Putin, de socio incómodo a enemigo peligroso

Ahora, el tirano ruso es lo que tenía que haber sido siempre: un enemigo peligroso al que hay que derrotar o derrocar.

Ahora, el tirano ruso es lo que tenía que haber sido siempre: un enemigo peligroso al que hay que derrotar o derrocar.
EFE

Se habla estos días de si Putin está desquiciado o si, como le dijo Merkel a Obama después de reunirse con el autócrata por lo de Crimea, ha perdido el contacto con la realidad. De seguir por ese camino, entramos en zona de sombras o, parafraseando a Koestler, en regiones impenetrables.
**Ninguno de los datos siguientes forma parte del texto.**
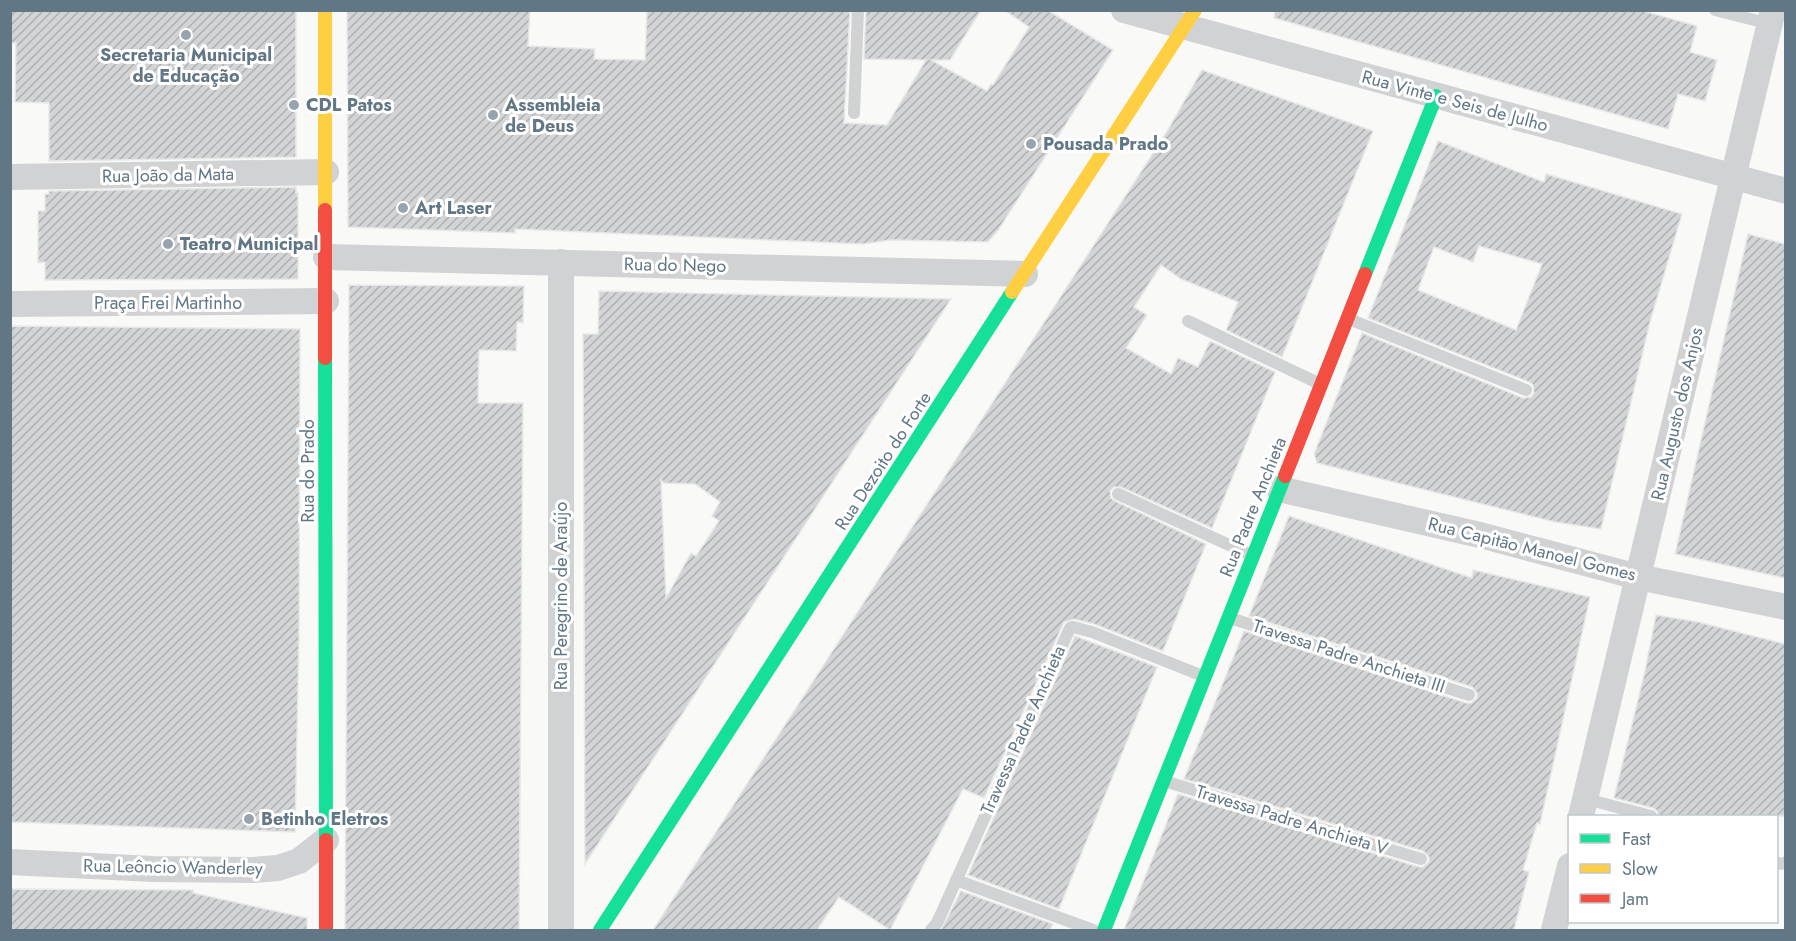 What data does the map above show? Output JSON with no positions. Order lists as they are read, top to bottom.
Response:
{
  "streets": {
    "main road": ["Rua Dezoito do Forte", "Rua do Prado", "Rua Padre Anchieta"],
    "street": [
      "Rua Vinte e Seis de Julho",
      "Rua João da Mata",
      "Rua do Nego",
      "Praça Frei Martinho",
      "Rua Augusto dos Anjos",
      "Rua Capitão Manoel Gomes",
      "Rua Peregrino de Araújo",
      "Rua Leôncio Wanderley"
    ],
    "lane": ["Travessa Padre Anchieta III", "Travessa Padre Anchieta", "Travessa Padre Anchieta V"]
  },
  "crossings": [
    ["Rua Vinte e Seis de Julho", "Rua Augusto dos Anjos"],
    ["Rua Vinte e Seis de Julho", "Rua Dezoito do Forte"],
    ["Rua Vinte e Seis de Julho", "Rua Padre Anchieta"],
    ["Rua João da Mata", "Rua do Prado"],
    ["Rua do Nego", "Rua Dezoito do Forte"],
    ["Rua do Nego", "Rua do Prado"],
    ["Rua do Nego", "Rua Peregrino de Araújo"],
    ["Praça Frei Martinho", "Rua do Prado"],
    ["Rua Augusto dos Anjos", "Rua Capitão Manoel Gomes"],
    ["Rua do Prado", "Rua Leôncio Wanderley"],
    ["Rua Padre Anchieta", "Rua Capitão Manoel Gomes"],
    ["Rua Padre Anchieta", "Travessa Padre Anchieta III"],
    ["Rua Padre Anchieta", "Travessa Padre Anchieta"],
    ["Rua Padre Anchieta", "Travessa Padre Anchieta V"]
  ],
  "places": [
    "Secretaria Municipal de Educação",
    "CDL Patos",
    "Assembleia de Deus",
    "Pousada Prado",
    "Art Laser",
    "Teatro Municipal",
    "Betinho Eletros"
  ],
  "legend": ["Fast", "Slow", "Jam"]
}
La sombra se entenebrece si el dirigente al que suponemos casi plena irracionalidad y cero capacidad de su entorno para influirlo es uno que dispone del botón nuclear y tiene costumbre de amenazar con pulsarlo: lo ha hecho dos veces desde que empezó la invasión de Ucrania, pero ya lo hizo en 2014, cuando la anexión de Crimea, frente a la expectativa de sanciones.

No parece mucho más racional lo que nos plantean algunos sobre los móviles de Putin para hacerse, como sea, con una esfera de influencia a la que cree que Rusia tiene derecho como gran potencia. La idea es que Putin pertenece a una generación de antiguos funcionarios de seguridad soviéticos que nunca aceptaron que el resultado de la Guerra Fría fuese la derrota del imperio soviético y su desmembramiento. Lo que les interesaría, por tanto, y así lo dice Ivan Krastev, no es escribir el futuro, sino reescribir el pasado. El móvil de esta invasión, como el de las anteriores en Georgia o Crimea, sería entonces la revancha y el objetivo, un retorno a los viejos tiempos, a una mítica Edad de Oro. Un imposible.

Sin descartar que algo puede haber en estas argumentaciones que pertenecen más al terreno de la psicopatía, conviene buscar la racionalidad que puede haber guiado esta invasión de Ucrania ante las mismísimas narices de la Unión Europea. Es verdad que Putin, en el discurso que pronunció para justificar la agresión, habló largamente del pasado, en concreto de los últimos cien años, para condenar todo lo que hicieron sus predecesores, bolcheviques incluidos, y todo lo que ha hecho Occidente supuestamente contra la magnificencia de Rusia. Pero esto, si me permiten, forma parte de lo que hemos dado en llamar relato. Bien conocemos aquí este tipo de cuentos que se anclan en el pasado. Son cuentos que hay que hilar para tocar la fibra nacionalista y justificar actos que no tienen un pase. Hasta los autócratas deben buscar el apoyo de la población para acciones que pueden tener un alto coste para ella.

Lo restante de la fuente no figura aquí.